Industry
Tidbits
April 2009
Internal Corporate Culture Found to Be a Stronger Influence for Radical Innovation than Major External Factors
When examining the enabler of radical innovation, an important driver of growth, success, and wealth, Tellis et. al. found that the corporate culture of the firm is a stronger indicator of radical innovation than either government policy, labor, capital, or national culture. Three key attitudes found for driving innovation are the willingness to cannibalize assets, future orientation, and risk tolerance. Three key practices found for driving innovation are the empowerment of product champions, incentives for enterprise, and the management of in internal markets. See Gerard J. Tellis, Jaideep C. Pradbhu, & Rajesh K. Chandy, “Radical Innovation Across Nations: The Preeminence of Corporate Culture,” Journal of Marketing 73 (January 2009), 3-23.
Innovation Drivers

Stock Valuations Driven by Strategic Marketing
In an econometric study, Srinivasan et. al. found that adding marketing actions to established financial benchmarks greatly improves explained variance in stock returns. In particular, investors react favorably to companies that launch pioneering innovations, that have higher perceived quality, that are backed by substantial advertising support, and that are in large an growing categories.
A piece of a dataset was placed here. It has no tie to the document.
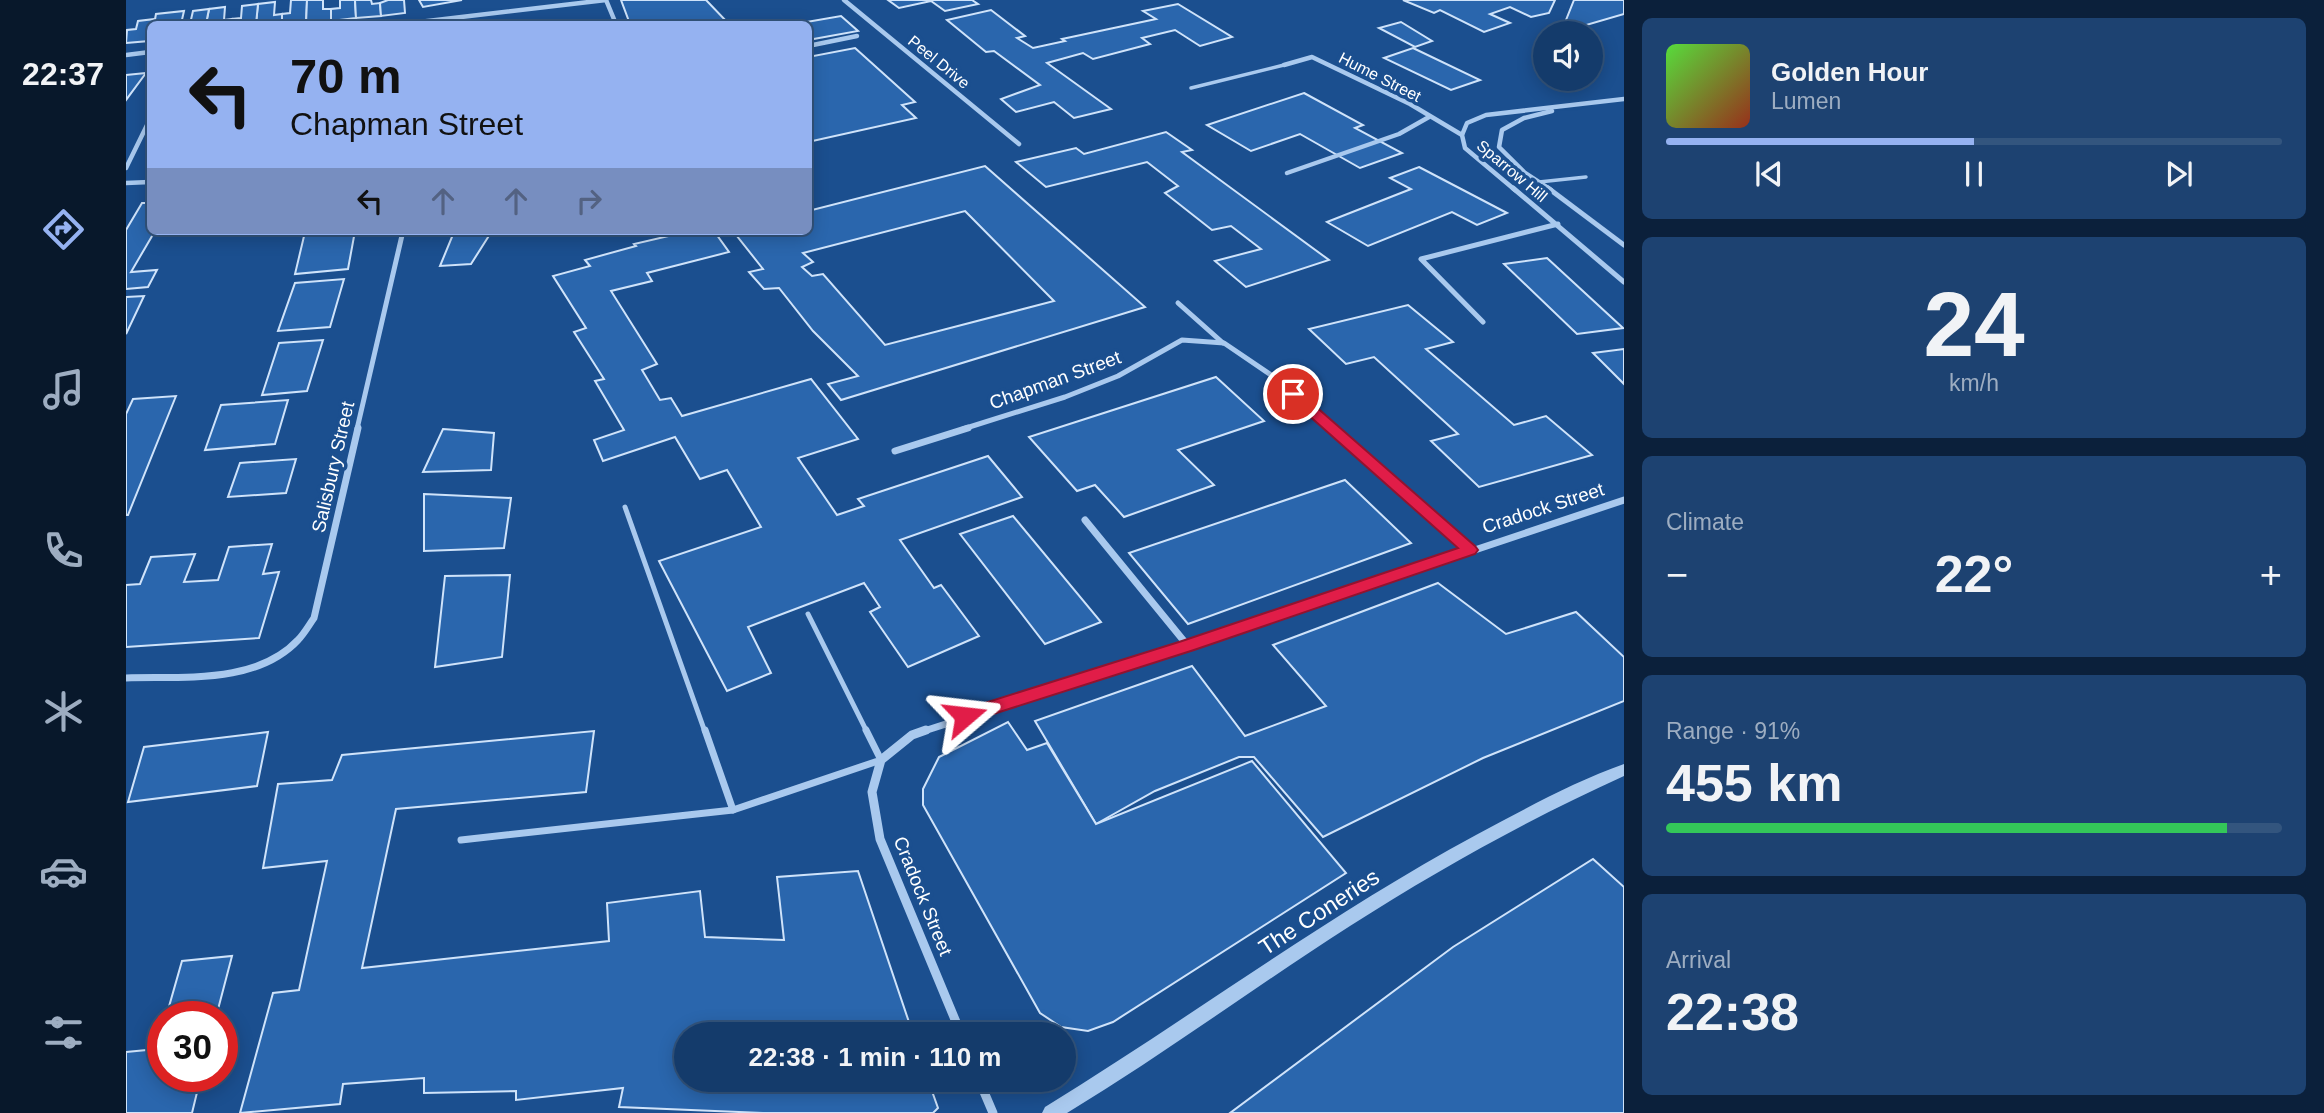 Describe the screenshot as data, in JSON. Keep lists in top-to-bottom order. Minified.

See Shuba Srinivasan, Koen Pauwels, Jorge Silva-Risso, & Dominique M. Hanssens, “Product Innovations, Advertising, and Stock Returns,” Journal of Marketing 73 (January 2009), 24-43.
Customer Loyalty Effectiveness Driven by Company, Customer, and Competitive Factors
As with other strategic marketing efforts, the effectiveness of loyalty programs in improving profitability are found to be driven factors of the company, the customers, and its competitors. Overall, larger firms with broader offerings benefit disproportionately from loyalty programs than smaller firms, and firms early to enter with a loyalty program benefit higher than those late to enter.
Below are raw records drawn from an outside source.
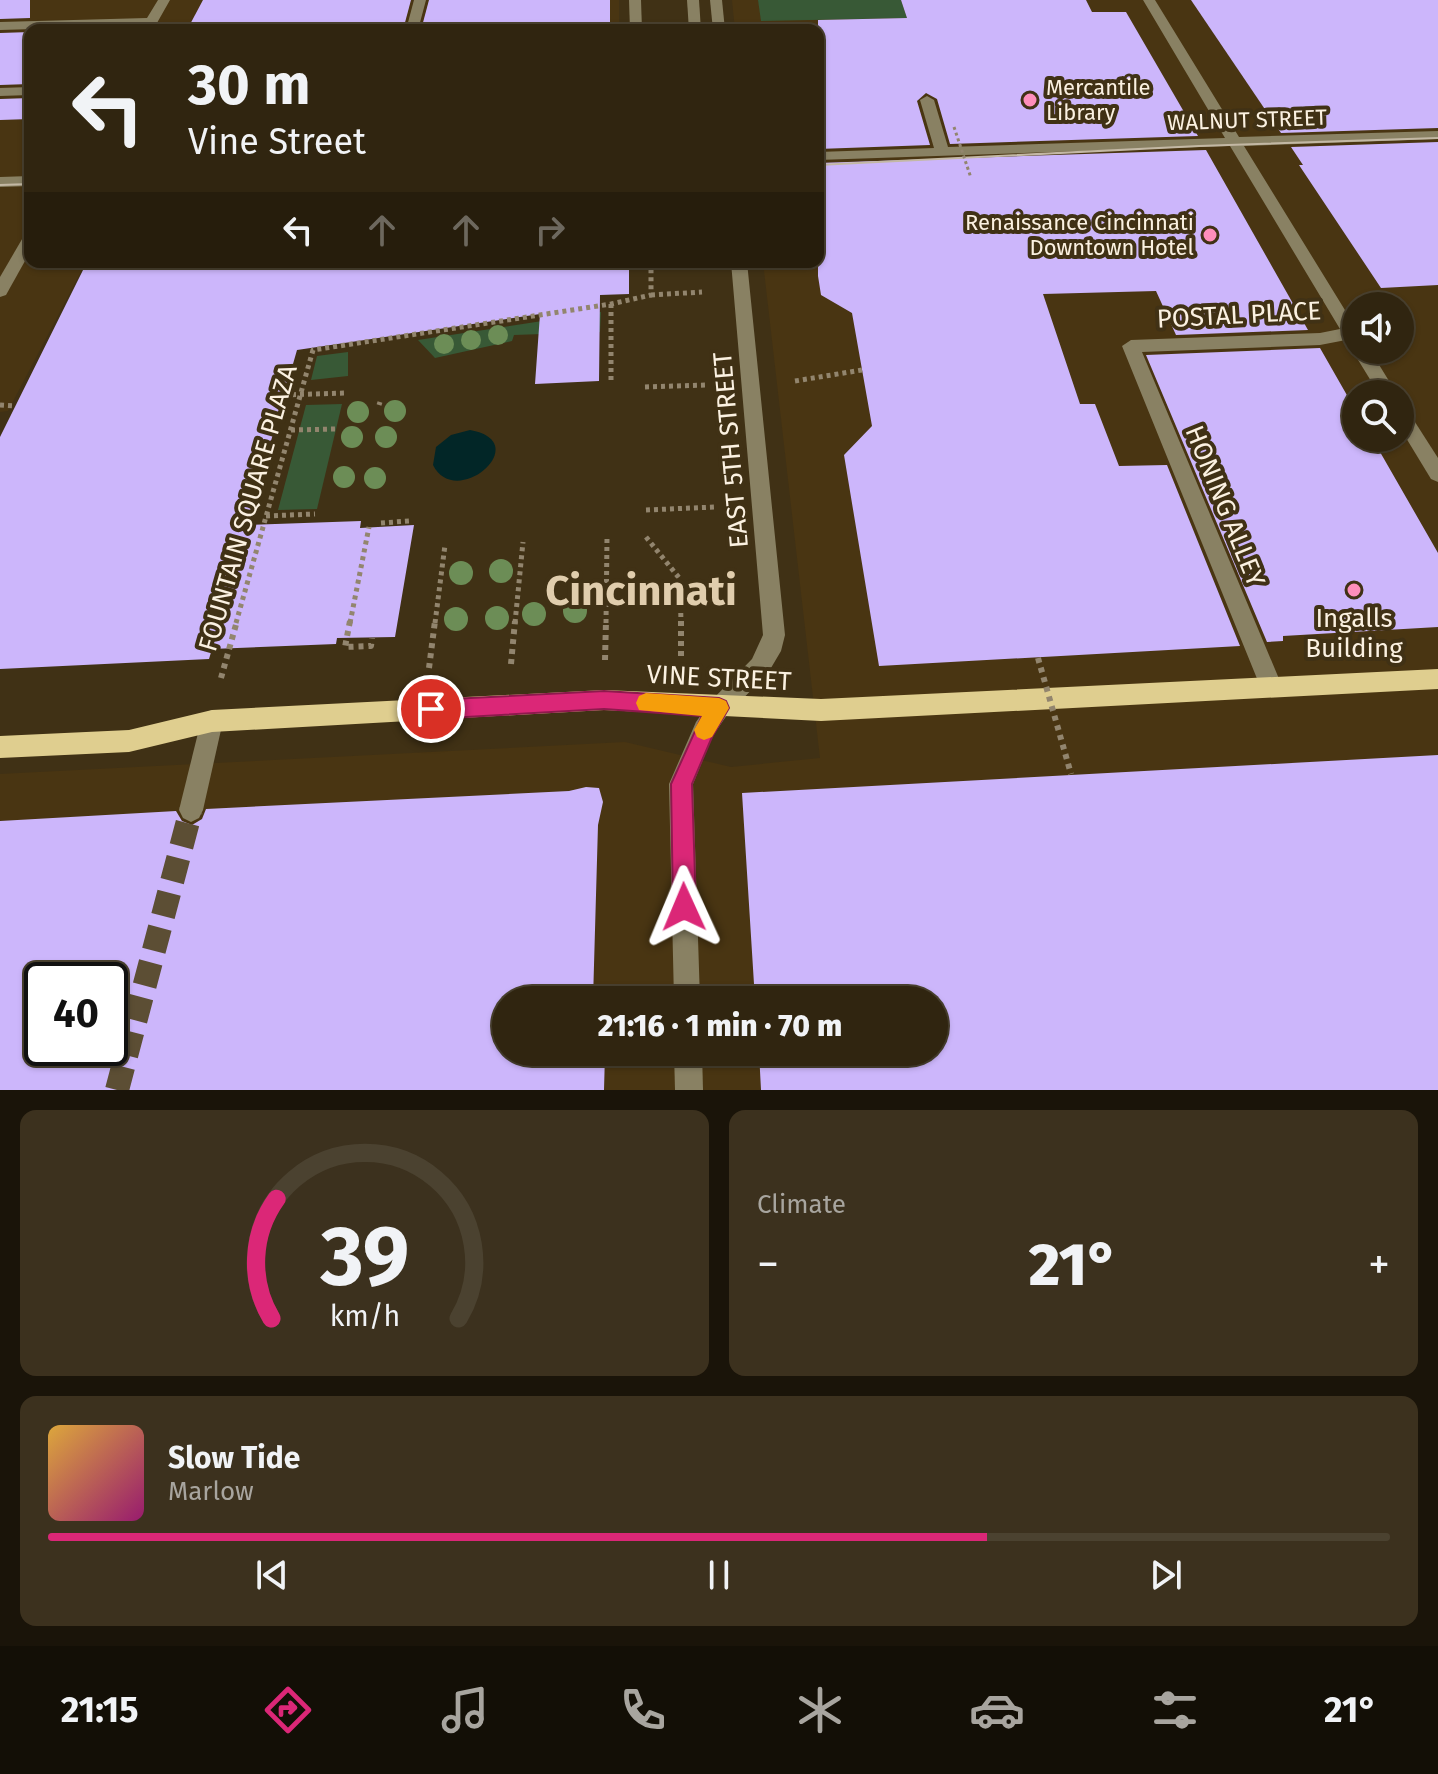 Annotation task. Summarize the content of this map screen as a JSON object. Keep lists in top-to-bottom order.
{
  "streets": {
    "main road": ["VINE STREET"],
    "street": [
      "WALNUT STREET",
      "POSTAL PLACE",
      "EAST 5TH STREET",
      "HONING ALLEY"
    ],
    "path": ["FOUNTAIN SQUARE PLAZA"]
  },
  "crossings": [
    ["POSTAL PLACE", "HONING ALLEY"],
    ["EAST 5TH STREET", "VINE STREET"],
    ["HONING ALLEY", "VINE STREET"]
  ],
  "districts": ["Cincinnati"],
  "places": ["Mercantile Library", "Renaissance Cincinnati Downtown Hotel", "Ingalls Building"],
  "page": {
    "turn": ["30 m", "Vine Street"],
    "limit": "40",
    "trip": "21:16 · 1 min · 70 m",
    "tile": "Climate",
    "heat": ["−", "21°", "+"],
    "song": ["Slow Tide", "Marlow"],
    "tabs": ["21:15", "21°"],
    "gauge": ["39", "km/h"]
  }
}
Yuping Liu and Rong Yang, “Competing Loyalty Programs: Impact of Marketing Saturation, Market Share, and Category Expandability,” Journal of Marketing 73 (January 2009), 93-106.
Loyalty Program Effectiveness Driver

March 2009
Branding Affects Price Power Research Indicates
The annual Brand Keys Customer Loyalty Engagement Winners are those brands best able to engage consumers and create loyal customers. Initiated in 1997, the Brand Keys Customer Loyalty Engagement Index (CLEI) is fielded annually in the spring and fall. The current Index examines customers' relationships with 444 brands in 63 categories.
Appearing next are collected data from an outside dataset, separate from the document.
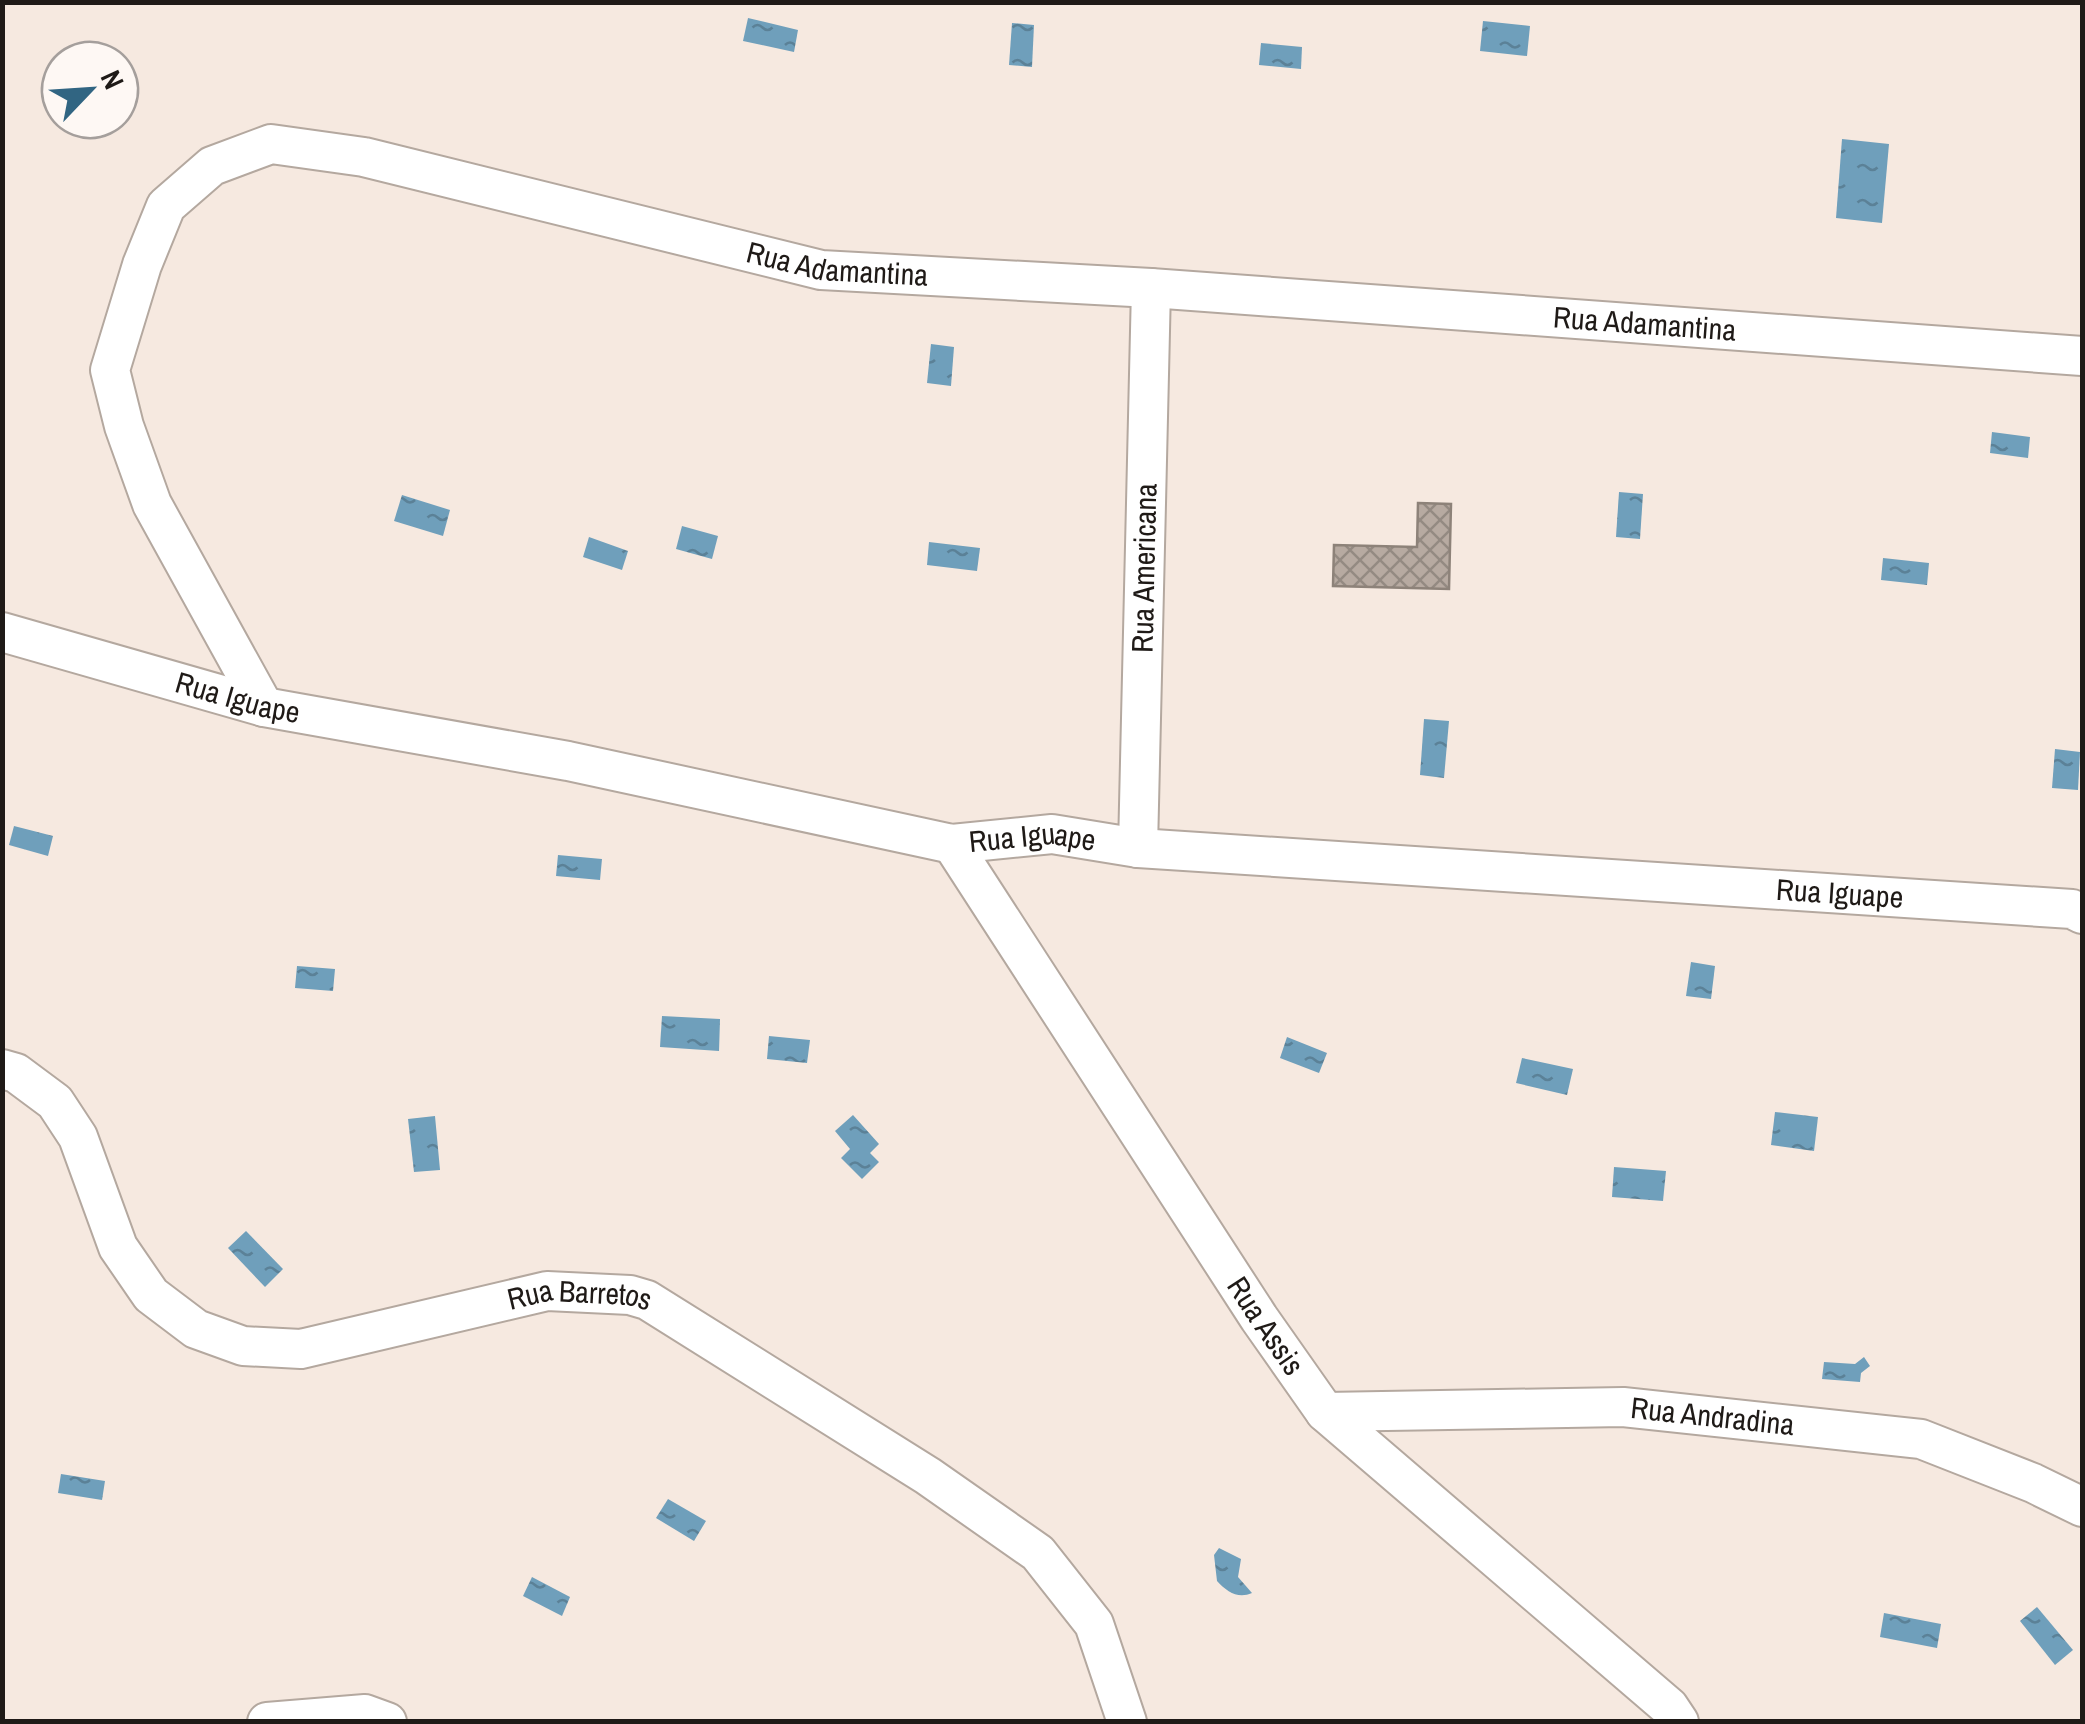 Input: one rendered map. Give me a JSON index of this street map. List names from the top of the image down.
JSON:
{
  "streets": {
    "street": [
      "Rua Adamantina",
      "Rua Americana",
      "Rua Iguape",
      "Rua Barretos",
      "Rua Assis",
      "Rua Andradina"
    ]
  },
  "crossings": [
    ["Rua Adamantina", "Rua Americana"],
    ["Rua Adamantina", "Rua Iguape"],
    ["Rua Americana", "Rua Iguape"],
    ["Rua Iguape", "Rua Assis"],
    ["Rua Assis", "Rua Andradina"]
  ],
  "north": "top right"
}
This year's CLEI data predicts a consumer shift away from price to the expectation of value in the form of real brand differentiation. The brands that won are the beneficiaries of consumers' new expectations regarding the perception of brand value. These shifts provide opportunities for brands that pay attention to what the consumer really expects and offer meaningful differentiation, will tip the value scales in their direction, because value matters more than ever.
The complete listing of the 62 category rankings can be found at www.brandkeys.com/awards
New Word-of-Mouth Research Shows Reward Programs Are Marketers’ Best Source for Finding Consumers Who Recommend their Brands
Consumers who are loyalty reward program members are far more likely to be Word-of-Mouth (WOM) champions for their favorite brands than non-members, and the more active their program participation, the more likely they are to exhibit WOM behavior, according to a study released today by COLLOQUY.
Key findings:
- Reward program members are 70% more likely to be WOM champions (defined as customers who are “actively recommending” a product, service or brand) than the general population;
- 55% of reward program members are self-described WOM champions;
- Only 32% of non-reward program members are self-described WOM champions;
- Actively participating reward program members are over three times more likely to be WOM champions;
- Reward program members who have redeemed for experiential rewards are 30% more likely to be WOM champions than those who have redeemed for discounts.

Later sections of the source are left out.